### [DATA IN THIS EXERCISE]
# # # #
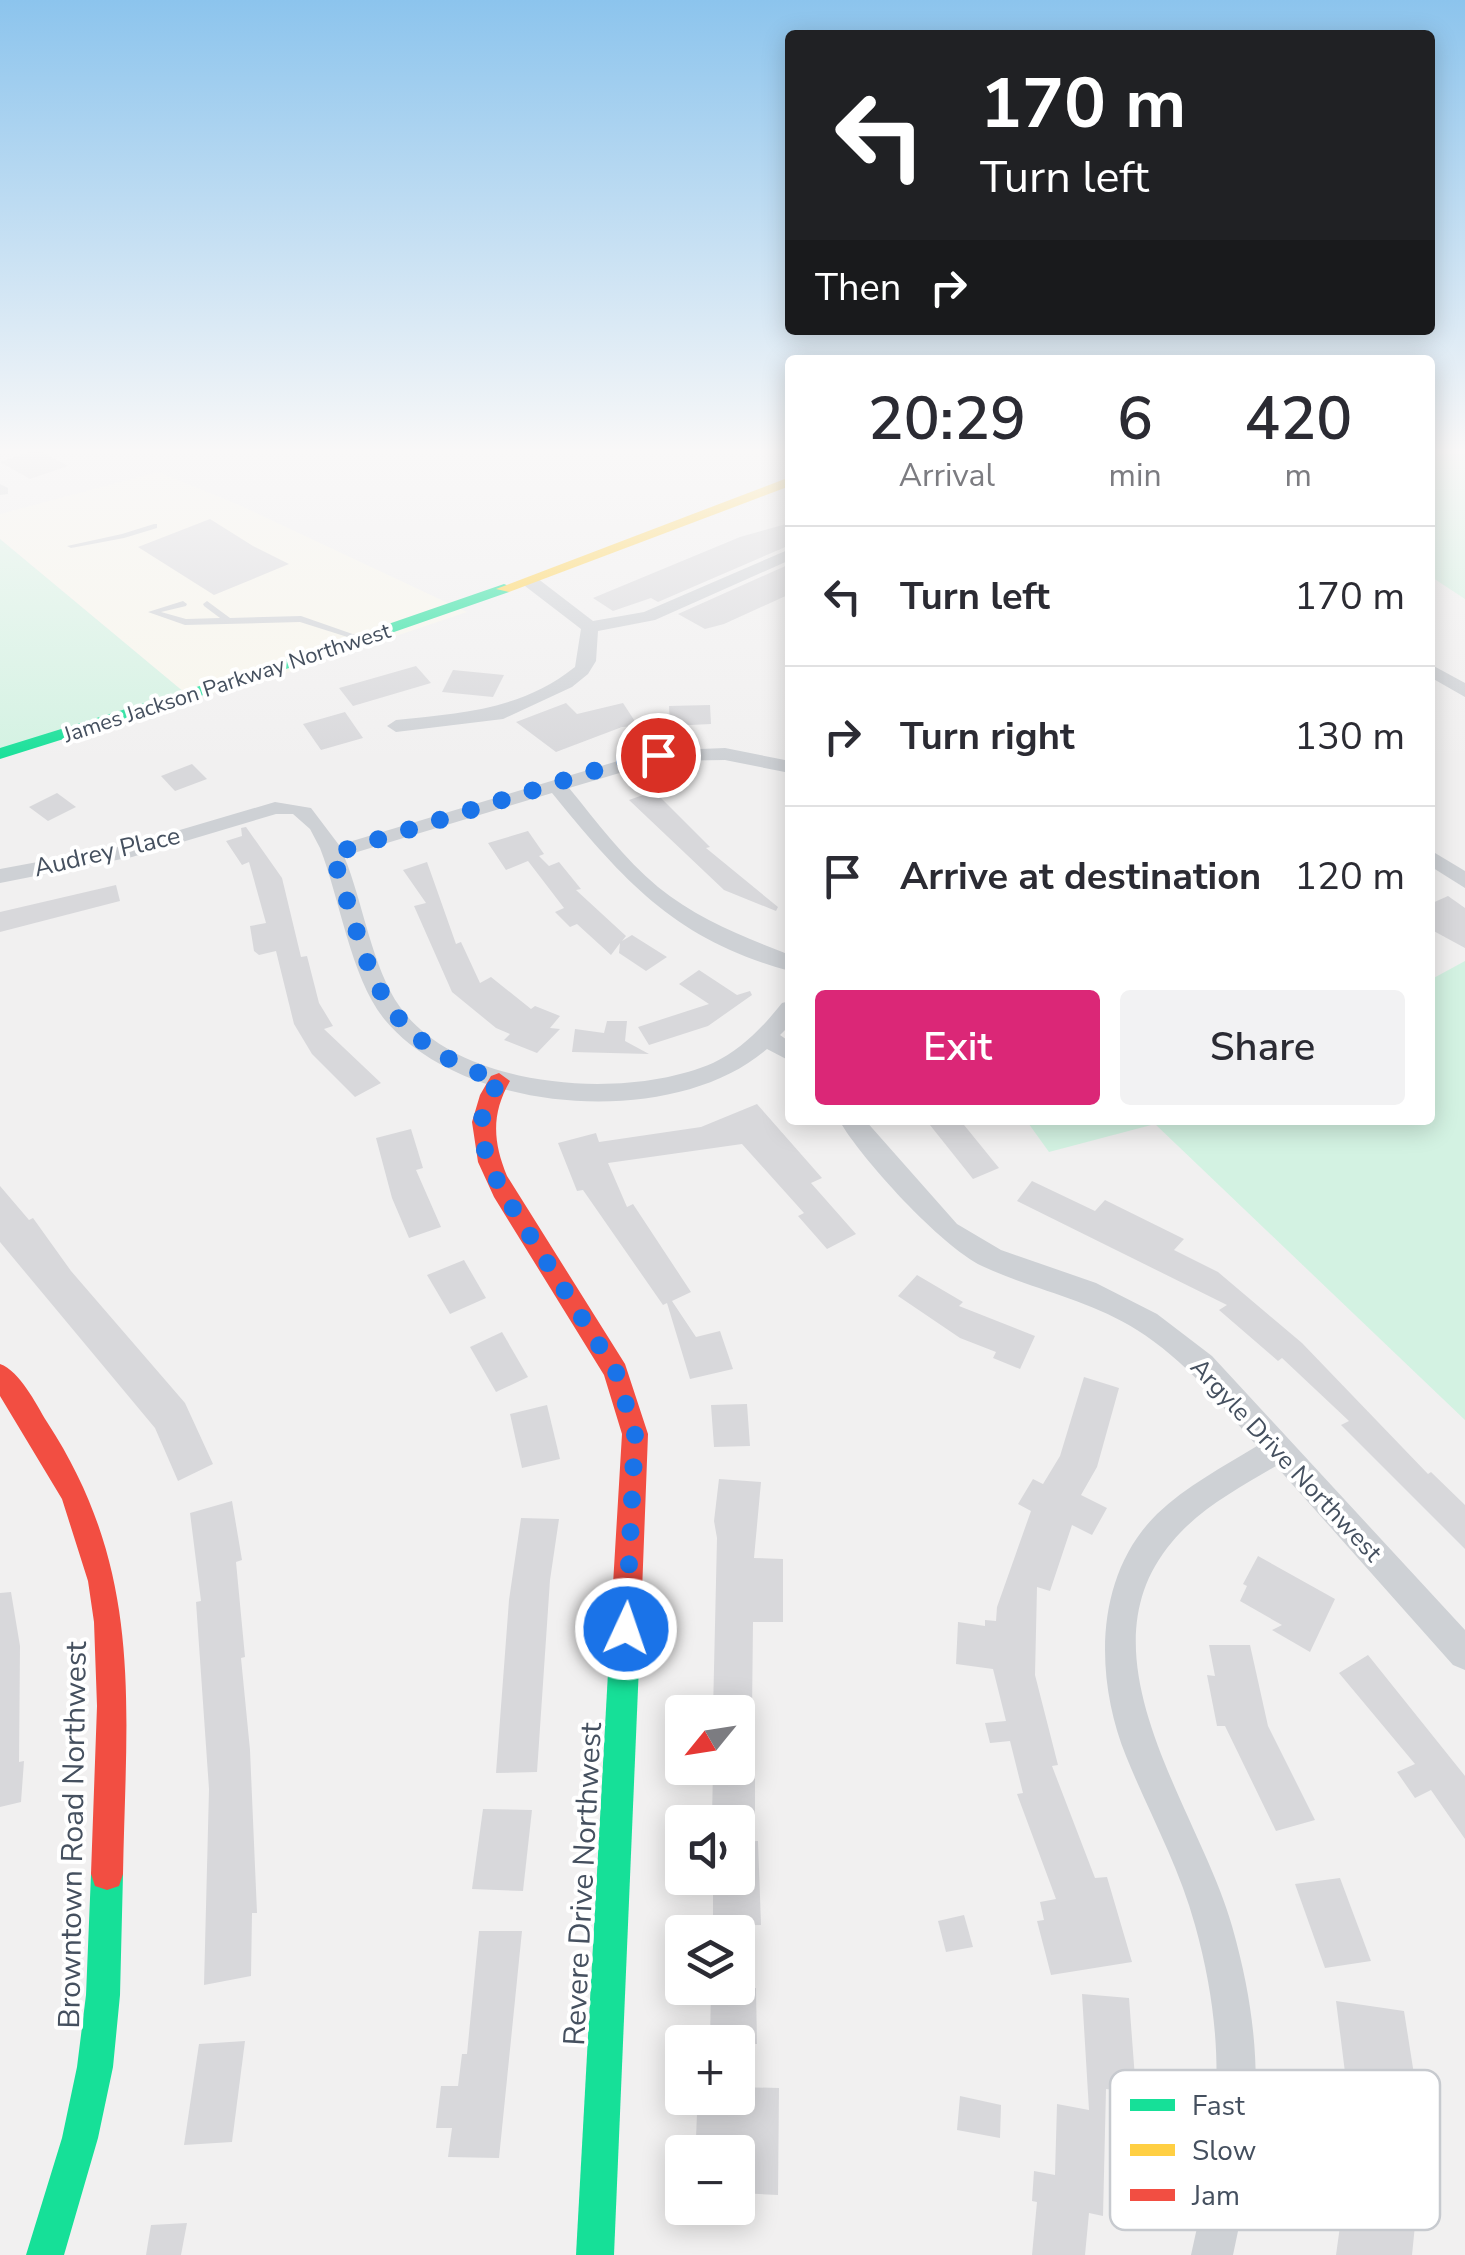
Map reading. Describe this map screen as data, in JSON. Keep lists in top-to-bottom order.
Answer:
{
  "streets": {
    "street": [
      "James Jackson Parkway Northwest",
      "Audrey Place",
      "Argyle Drive Northwest",
      "Browntown Road Northwest",
      "Revere Drive Northwest"
    ]
  },
  "legend": ["Fast", "Slow", "Jam"],
  "north": "bottom left",
  "page": {
    "turn": ["170 m", "Turn left"],
    "then": "Then",
    "eta": [
      "20:29",
      "Arrival",
      "6",
      "min",
      "420",
      "m"
    ],
    "list": [
      {
        "name": "Turn left",
        "value": "170 m"
      },
      {
        "name": "Turn right",
        "value": "130 m"
      },
      {
        "name": "Arrive at destination",
        "value": "120 m"
      }
    ],
    "buttons": ["Exit", "Share"],
    "map_buttons": ["+", "−"]
  }
}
# # # #
### [INSTRUCTIONS TO FOLLOW]
The response should repeat each record precisely and contain no pictures.

### [SOLUTION TO THE PROBLEM]
Map reading. Describe this map screen as data, in JSON. Keep lists in top-to-bottom order.
Answer:
{
  "streets": {
    "street": [
      "James Jackson Parkway Northwest",
      "Audrey Place",
      "Argyle Drive Northwest",
      "Browntown Road Northwest",
      "Revere Drive Northwest"
    ]
  },
  "legend": ["Fast", "Slow", "Jam"],
  "north": "bottom left",
  "page": {
    "turn": ["170 m", "Turn left"],
    "then": "Then",
    "eta": [
      "20:29",
      "Arrival",
      "6",
      "min",
      "420",
      "m"
    ],
    "list": [
      {
        "name": "Turn left",
        "value": "170 m"
      },
      {
        "name": "Turn right",
        "value": "130 m"
      },
      {
        "name": "Arrive at destination",
        "value": "120 m"
      }
    ],
    "buttons": ["Exit", "Share"],
    "map_buttons": ["+", "−"]
  }
}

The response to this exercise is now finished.